(Exercise) Could you please reproduce the entries exactly, leaving out any pictures?

(Entries provided)
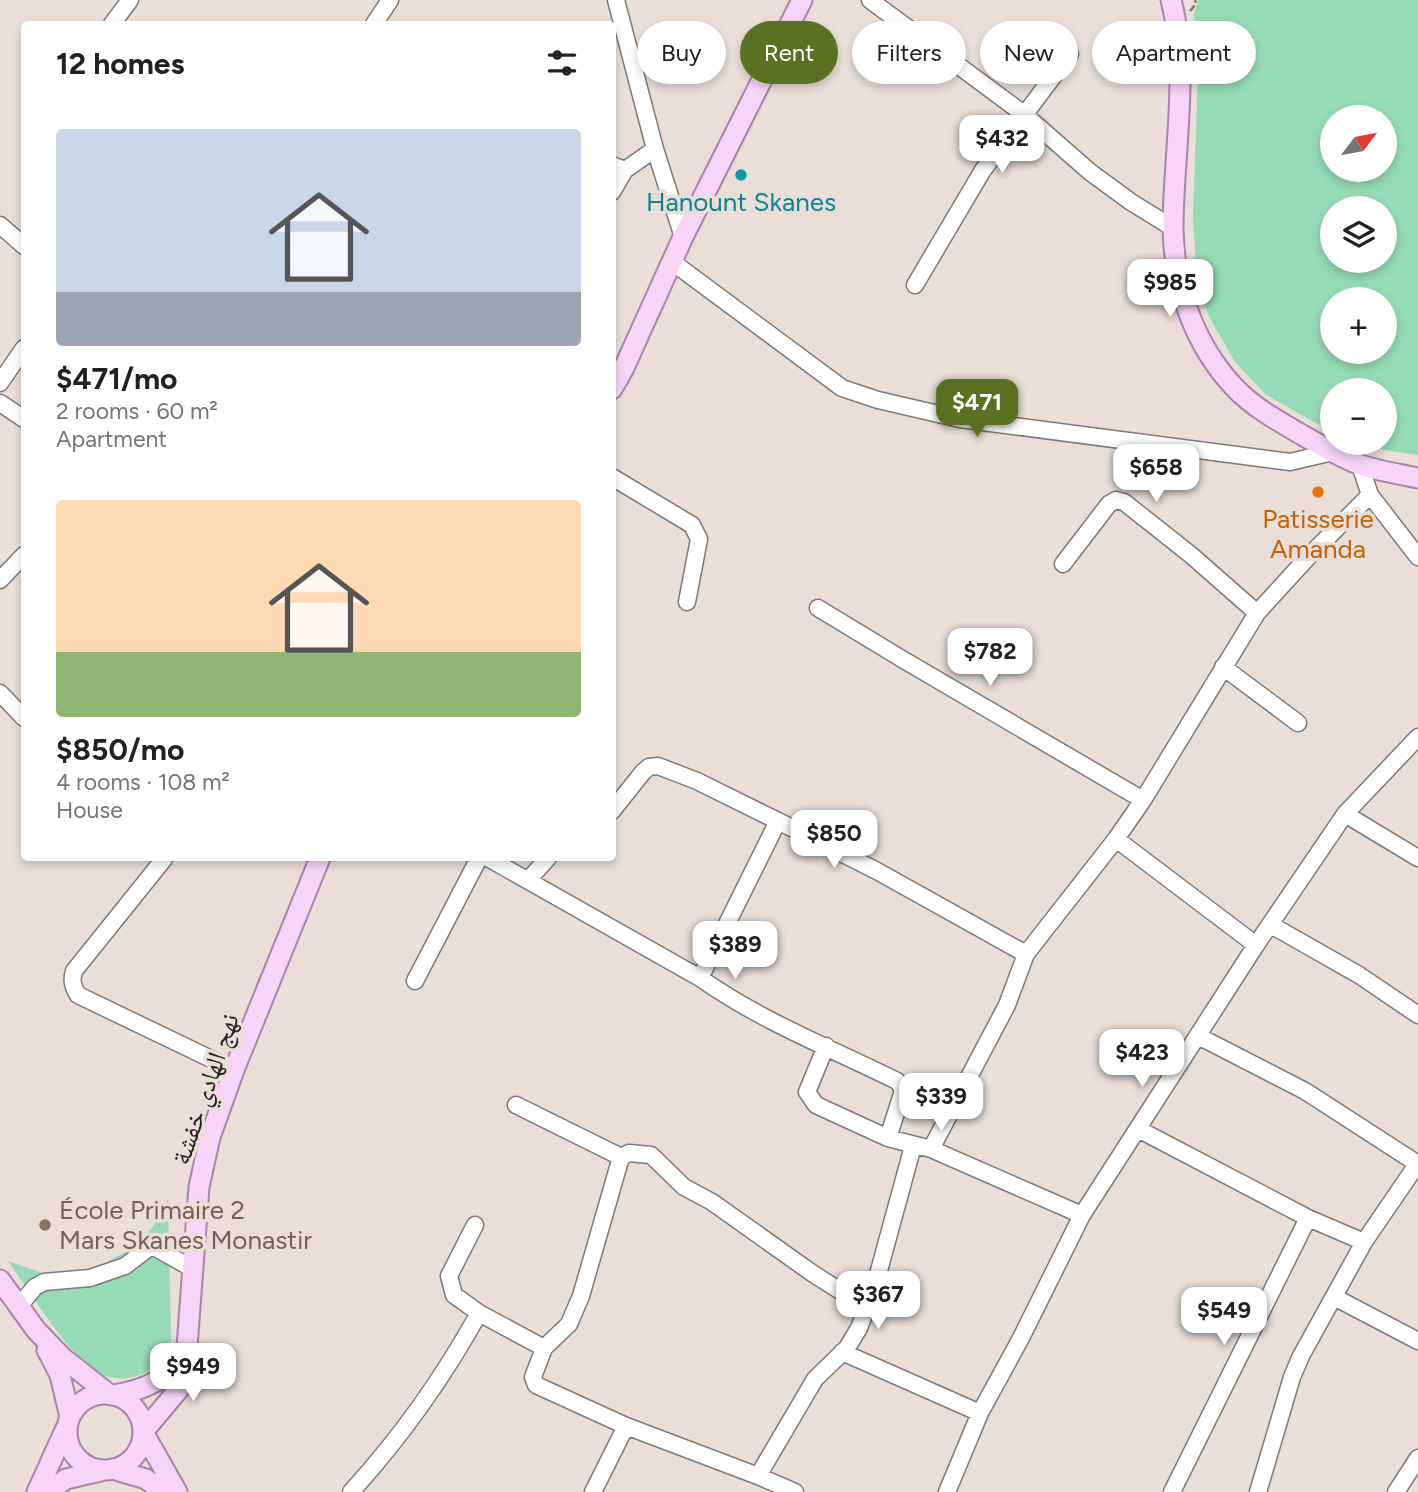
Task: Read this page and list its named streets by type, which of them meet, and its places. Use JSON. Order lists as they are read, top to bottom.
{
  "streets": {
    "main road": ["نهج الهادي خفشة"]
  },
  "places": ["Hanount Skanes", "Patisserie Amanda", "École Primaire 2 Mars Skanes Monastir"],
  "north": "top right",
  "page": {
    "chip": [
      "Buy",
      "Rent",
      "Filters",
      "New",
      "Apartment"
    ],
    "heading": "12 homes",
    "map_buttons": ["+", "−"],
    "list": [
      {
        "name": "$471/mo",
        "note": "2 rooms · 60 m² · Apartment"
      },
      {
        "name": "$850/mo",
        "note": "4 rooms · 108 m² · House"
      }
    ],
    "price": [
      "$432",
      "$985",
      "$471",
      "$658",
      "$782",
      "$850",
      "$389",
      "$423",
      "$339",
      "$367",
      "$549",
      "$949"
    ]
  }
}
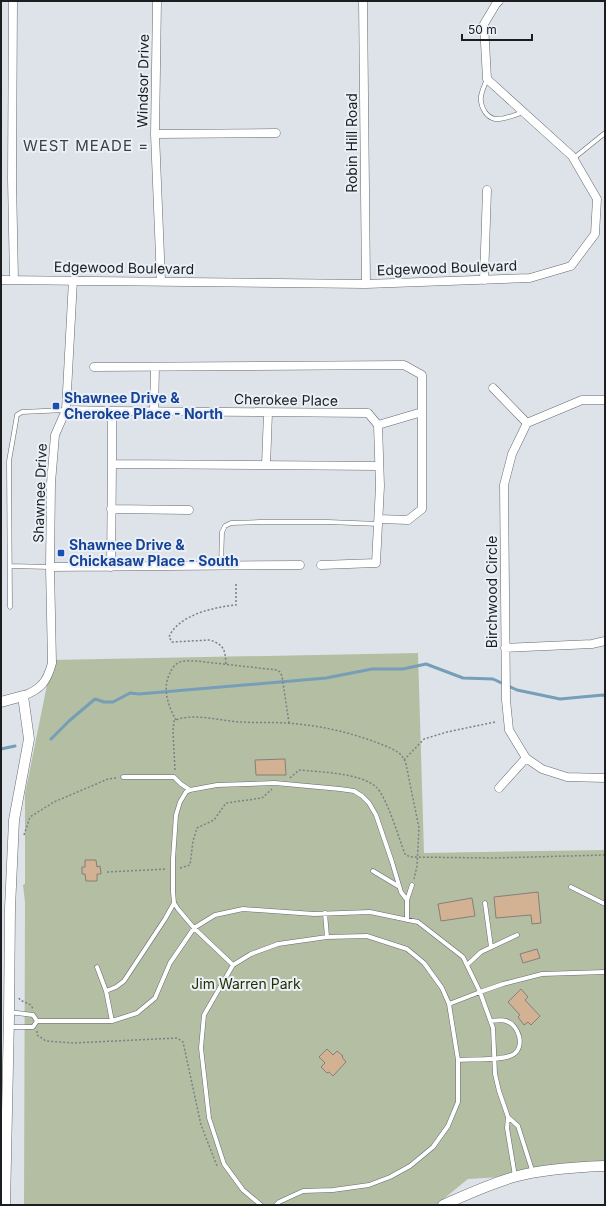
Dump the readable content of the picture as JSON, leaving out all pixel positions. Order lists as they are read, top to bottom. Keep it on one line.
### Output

(Answer)
Task: Read this page and list its named streets by type, which of them meet, and its places. Use JSON. Order lists as they are read, top to bottom.
{
  "streets": {
    "main road": ["نهج الهادي خفشة"]
  },
  "places": ["Hanount Skanes", "Patisserie Amanda", "École Primaire 2 Mars Skanes Monastir"],
  "north": "top right",
  "page": {
    "chip": [
      "Buy",
      "Rent",
      "Filters",
      "New",
      "Apartment"
    ],
    "heading": "12 homes",
    "map_buttons": ["+", "−"],
    "list": [
      {
        "name": "$471/mo",
        "note": "2 rooms · 60 m² · Apartment"
      },
      {
        "name": "$850/mo",
        "note": "4 rooms · 108 m² · House"
      }
    ],
    "price": [
      "$432",
      "$985",
      "$471",
      "$658",
      "$782",
      "$850",
      "$389",
      "$423",
      "$339",
      "$367",
      "$549",
      "$949"
    ]
  }
}
Dump the readable content of the picture as JSON, leaving out all pixel positions. Order lists as they are read, top to bottom. Keep it on one line.
### Output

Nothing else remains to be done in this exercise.